_HOW TO COMPLETE THIS TASK:_ Check each line of the data, and copy those where "auto" appears.
-- THE INPUT follows --
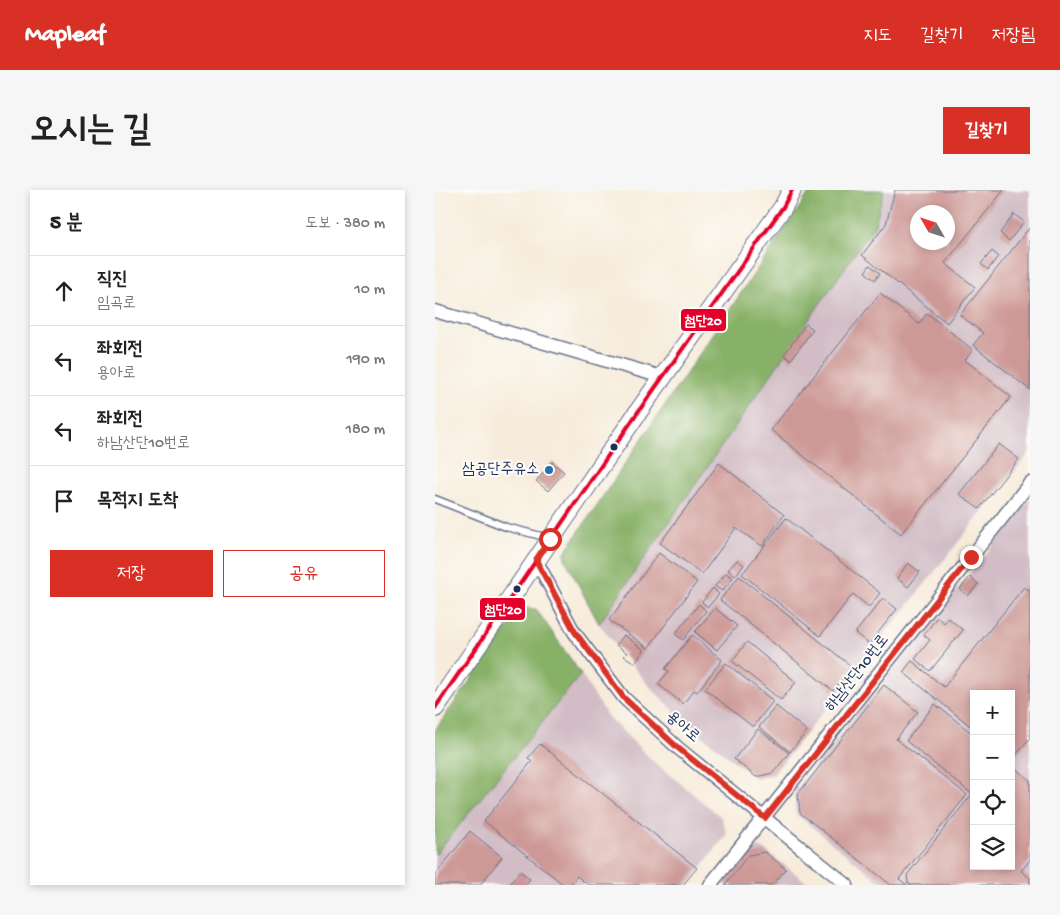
<!DOCTYPE html>
<html lang="ko">
<head>
<meta charset="utf-8">
<style>
  body { margin:0; font-family:"Gochi Hand","Poor Story",sans-serif; background:#f6f6f6; color:#222 }
  .controls { position:absolute; right:15px; bottom:15px; display:grid; overflow:hidden; border-radius:0px; box-shadow:0 2px 8px #0003 }
  .controls button { width:45px; height:45px; display:grid; place-items:center; padding:0; border:0; border-bottom:1px solid #e0e0e0; background:#fff; color:#222; font:25px sans-serif }
  .compass { position:absolute; left:475px; top:15px; width:45px; height:45px; border-radius:50%; background:#fff; box-shadow:0 2px 8px #0003; rotate:309deg }
  .stop { position:absolute; width:15px; height:15px; margin:-11px; border:4px solid #d93025; border-radius:50%; background:#fff }
  .stop.end { background:#d93025; border-color:#fff; box-shadow:0 1px 5px #0008 }
  .list { margin:0; padding:0; list-style:none }
  h2 { display:flex; justify-content:space-between; align-items:center; height:65px; margin:0; padding:0 20px; font-size:21px }
  h2 small { font-size:16px; font-weight:400; color:#767676 }
  .list li { display:grid; grid-template-columns:32px 1fr auto; gap:15px; align-items:center; box-sizing:border-box; height:70px; padding:0 20px; border-top:1px solid #e0e0e0 }
  .list b { display:block; font-size:19px; white-space:nowrap }
  .list p { margin:0; font-size:16px; white-space:nowrap; color:#767676 }
  .list em { font-size:16px; font-style:normal; color:#767676 }
  .actions { display:flex; gap:10px; padding:15px 20px }
  .actions a { flex:1; padding:11px 0; border:1px solid #d93025; border-radius:0px; text-align:center; font-size:18px; color:#d93025 }
  .actions .main { background:#d93025; color:#fff }
  .icon { flex:none; width:28px; height:28px; fill:none; stroke:currentColor; stroke-width:2; stroke-linecap:round; stroke-linejoin:round }
  .map { position:relative; flex:none; width:595px; height:695px; overflow:hidden; border-radius:0px }
  header { display:flex; align-items:center; gap:30px; box-sizing:border-box; height:70px; padding:0 25px; background:#d93025; color:#fff }
  header strong { font-size:24px }
  nav { display:flex; gap:28px; margin-inline-start:auto; font-size:18px }
  .intro { display:flex; align-items:center; justify-content:space-between; box-sizing:border-box; height:120px; padding:0 30px }
  h1 { margin:0; font-size:35px }
  .button { padding:12px 22px; border-radius:0px; background:#d93025; color:#fff; font-size:18px; font-weight:700 }
  main { display:flex; gap:30px; padding:0 30px }
  aside { flex:1; background:#fff; border-radius:0px; box-shadow:0 2px 8px #0003 }
  .map>svg:first-child { display:block }
  .industrial { fill:#d2bdc6; fill-rule:evenodd }
  .forest { fill:#88b168; stroke:#527063 }
  .building { fill:#cd9996; fill-rule:evenodd }
  .lines { fill:none; stroke-linecap:round; stroke-linejoin:round }
  .lane-casing { stroke:#68718a; stroke-width:9 }
  .street-casing { stroke:#68718a; stroke-width:15 }
  .secondary-casing { stroke:#68718a; stroke-width:20 }
  .lane { stroke:#fff; stroke-width:6 }
  .street { stroke:#fff; stroke-width:12 }
  .secondary { stroke:#fff; stroke-width:18 }
  .bus-1-casing { stroke:#fdfcf7; stroke-width:8 }
  .bus-1 { stroke:#e4002b; stroke-width:4 }
  .route { stroke:#d93025; stroke-width:6 }
  .bus-dot { fill:#1b2f5e; stroke:#fdfcf7; stroke-width:2 }
  .poi-dot { fill:#1f6fb2; stroke:#fdfcf7; stroke-width:2 }
  .labels { text-anchor:middle; dominant-baseline:central; stroke-width:4; stroke-linejoin:round; paint-order:stroke }
  .poi-label { font-size:16px; fill:#1b2f5e; stroke:#fdfcf7; text-anchor:end }
  .street-label { font-size:16px; fill:#1b2f5e; stroke:#fdfcf7 }
  .line-badge { stroke:#fdfcf7; stroke-width:2 }
  .badge-label { font-size:14px; text-anchor:middle; font-weight:bold; fill:#fff }
</style>
</head>
<body>
<header>
<strong>Mapleaf</strong>
<nav><a>지도</a><a>길찾기</a><a>저장됨</a></nav>
</header>
<div class="intro"><h1>오시는 길</h1><a class="button">길찾기</a></div>
<main>
<aside>
<h2>5 분<small>도보 · 380 m</small></h2>
<ul class="list">
<li><svg class="icon" aria-label="ahead" viewBox="0 0 24 24"><path d="M12 20V5M6 11l6-6 6 6"/></svg><div><b>직진</b><p>임곡로</p></div><em>10 m</em></li>
<li><svg class="icon" aria-label="left" viewBox="0 0 24 24"><path d="M17 20v-9H6M10 6l-5 5 5 5"/></svg><div><b>좌회전</b><p>용아로</p></div><em>190 m</em></li>
<li><svg class="icon" aria-label="left" viewBox="0 0 24 24"><path d="M17 20v-9H6M10 6l-5 5 5 5"/></svg><div><b>좌회전</b><p>하남산단10번로</p></div><em>180 m</em></li>
<li><svg class="icon" aria-label="arrive" viewBox="0 0 24 24"><path d="M6 21V4h12l-3 4 3 4H6"/></svg><div><b>목적지 도착</b></div></li>
</ul>
<div class="actions"><a class="main">저장</a><a>공유</a></div>
</aside>
<div class="map">
<svg width="595" height="695" viewBox="0 0 595 695">
  <rect width="100%" height="100%" fill="#fdfcf7"/>
  <filter id="ink" filterUnits="userSpaceOnUse"><feTurbulence type="fractalNoise" baseFrequency=".02" numOctaves="2"/><feDisplacementMap in="SourceGraphic" scale="10" xChannelSelector="R" yChannelSelector="G"/><feConvolveMatrix kernelMatrix="1 2 1 2 8 2 1 2 1" color-interpolation-filters="sRGB"/></filter>
  <filter id="wash" filterUnits="userSpaceOnUse"><feTurbulence type="fractalNoise" baseFrequency=".0096" numOctaves="4" result="noise"/><feDisplacementMap in="SourceGraphic" scale="20" xChannelSelector="R" yChannelSelector="G"/><feGaussianBlur stdDeviation="1.12" result="paint"/><feColorMatrix in="noise" values="0 0 0 0 0 0 0 0 0 0 0 0 0 0 0 0 0 1.4 0 .05"/><feComposite in="paint" operator="in"/></filter>
  <g filter="url(#wash)">
    <rect width="100%" height="100%" fill="#f7ecdb"/>
    <!-- industrial -->
    <g class="industrial">
      <path d="M449,0H595V262L338,585L320,588L255,536L214,496L164,434L440,34ZM482,22H512V52H482Z"/>
      <path d="M595,309V695H449L361,624L359,602ZM539,504H576V676H539Z"/>
      <polygon points="146,484 173,527 218,571 286,627 292,644 253,695 0,695 0,665"/>
      <polygon points="322,657 329,659 375,695 287,695 314,661"/>
    </g>
    <!-- forest -->
    <g class="forest">
      <polygon points="376,0 449,0 440,34 164,434 130,369 130,362"/>
      <polygon points="93,418 101,419 146,484 0,665 0,540 86,419"/>
    </g>
    <g id="blocks">
      <!-- building -->
      <g class="building">
        <path d="M460,0H569L510,73L540,97L512,133L427,65L451,34ZM482,22H512V52H482Z"/>
        <polygon points="579,24 589,32 574,51 565,43"/>
        <polygon points="595,37 595,200 538,155 548,143 525,125"/>
        <polygon points="557,61 563,66 553,80 546,74"/>
        <polygon points="435,75 445,83 440,90 430,82"/>
        <polygon points="445,103 484,134 492,123 538,160 530,170 576,207 466,344 336,240"/>
        <polygon points="371,134 378,139 356,170 349,165"/>
        <polygon points="564,254 584,269 544,319 524,304"/>
        <polygon points="117,272 129,282 113,301 101,291"/>
        <polygon points="284,273 349,325 327,356 301,338 267,384 225,353"/>
        <polygon points="351,328 445,403 434,417 418,404 385,446 307,384"/>
        <polygon points="224,363 262,392 213,458 174,430"/>
        <polygon points="302,370 309,375 300,386 293,380"/>
        <polygon points="473,373 485,382 473,397 462,388"/>
        <polygon points="291,383 298,388 287,401 280,396"/>
        <polygon points="304,386 417,477 398,501 285,410"/>
        <polygon points="535,387 543,394 533,406 525,399"/>
        <polygon points="589,397 595,401 595,548 577,570 576,504 539,504 539,539 468,482 477,471 509,497"/>
        <polygon points="278,398 284,404 273,417 267,412"/>
        <polygon points="448,408 462,419 434,454 420,443"/>
        <polygon points="264,414 271,421 248,450 240,444"/>
        <polygon points="280,418 302,436 282,460 260,442"/>
        <polygon points="502,427 509,433 513,428 528,440 495,481 480,469 495,450 489,445"/>
        <polygon points="189,445 209,460 200,473 189,466 192,463 181,455"/>
        <polygon points="257,445 287,470 262,502 259,500 248,514 223,494 234,481 230,479"/>
        <polygon points="312,452 361,492 346,510 297,471"/>
        <polygon points="291,473 338,511 318,537 270,499"/>
        <polygon points="449,495 483,522 461,549 532,605 464,689 472,695 456,695 365,623 363,604"/>
        <polygon points="500,514 539,545 539,676 576,676 576,575 595,590 595,670 586,681 595,688 595,695 476,695 473,693 472,685 537,604 471,551"/>
        <polygon points="341,516 372,541 355,562 324,537"/>
        <polygon points="323,539 354,563 338,583 321,587 299,569"/>
        <polygon points="105,554 262,678 248,695 153,695 142,686 135,695 129,695 49,631 97,571 93,568"/>
        <polygon points="35,641 67,667 45,695 0,695 0,685"/>
        <polygon points="330,662 351,679 338,695 290,695 313,665"/>
        <polygon points="85,681 95,689 90,695 74,695"/>
      </g>
    </g>
  </g>
  <g filter="url(#ink)">
    <use href="#blocks" fill-opacity="0" stroke="#68718a" stroke-width="1"/>
    <g class="lines">
      <defs>
        <polyline id="lane" points="0,309 71,337 114,348"/>
        <g id="street">
          <polyline points="0,121 227,187"/>
          <polyline points="101,370 139,442 189,508 243,558 412,695"/>
          <polyline points="275,695 595,293"/>
        </g>
        <polyline id="secondary" points="0,518 203,222 348,17 357,0"/>
      </defs>
      <!-- lane casing -->
      <use href="#lane" class="lane-casing"/>
      <!-- street casing -->
      <use href="#street" class="street-casing"/>
      <!-- secondary casing -->
      <use href="#secondary" class="secondary-casing"/>
      <!-- lane -->
      <use href="#lane" class="lane"/>
      <!-- street -->
      <use href="#street" class="street"/>
      <!-- secondary -->
      <use href="#secondary" class="secondary"/>
      <defs>
        <polyline id="bus-1" points="0,518 203,222 348,17 357,0"/>
      </defs>
      <!-- bus-1 casing -->
      <use href="#bus-1" class="bus-1-casing"/>
      <!-- bus-1 -->
      <use href="#bus-1" class="bus-1"/>
    </g>
  </g>
  <g class="lines" filter="url(#ink)">
    <!-- route -->
    <polyline class="route" points="115,349 101,370 140,442 189,508 243,558 330,628 536,367"/>
  </g>
  <!-- markers -->
  <g class="bus-dot">
    <circle cx="179" cy="257" r="4.5"/>
    <circle cx="82" cy="399" r="4.5"/>
  </g>
  <circle class="poi-dot" cx="114" cy="280" r="5"/>
  <g class="labels">
    <!-- poi labels -->
    <g class="poi-label">
      <text x="104" y="280">삼공단주유소</text>
    </g>
    <!-- street labels -->
    <g class="street-label">
      <text transform="translate(423 484) rotate(-52)">하남산단10번로</text>
      <text transform="translate(247 538) rotate(41)">용아로</text>
    </g>
  </g>
  <g class="line-badge">
    <rect x="245" y="118" width="47" height="24" rx="5" fill="#e4002b"/>
    <rect x="44" y="407" width="47" height="24" rx="5" fill="#e4002b"/>
  </g>
  <g class="badge-label">
    <text x="268" y="135">첨단20</text>
    <text x="68" y="424">첨단20</text>
  </g>
</svg>
<div class="controls">
<button>+</button>
<button>−</button>
<button><svg class="icon" aria-label="locate" viewBox="0 0 24 24"><circle cx="12" cy="12" r="6"/><path d="M12 2v4M12 18v4M2 12h4M18 12h4"/></svg></button>
<button><svg class="icon" aria-label="layers" viewBox="0 0 24 24"><path d="M12 4l9 5-9 5-9-5zM3 14l9 5 9-5"/></svg></button>
</div>
<svg class="compass" viewBox="-18 -18 36 36"><path d="M0-13l5 13h-10z" fill="#e53935"/><path d="M0 13l5-13h-10z" fill="#767676"/></svg>
<div class="stop" style="left:115px;top:349px"></div>
<div class="stop end" style="left:536px;top:367px"></div>
</div>
</main>
</body>
</html>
-- THE INPUT concluded --
_RESULT BELOW:_
  .list li { display:grid; grid-template-columns:32px 1fr auto; gap:15px; align-items:center; box-sizing:border-box; height:70px; padding:0 20px; border-top:1px solid #e0e0e0 }
  nav { display:flex; gap:28px; margin-inline-start:auto; font-size:18px }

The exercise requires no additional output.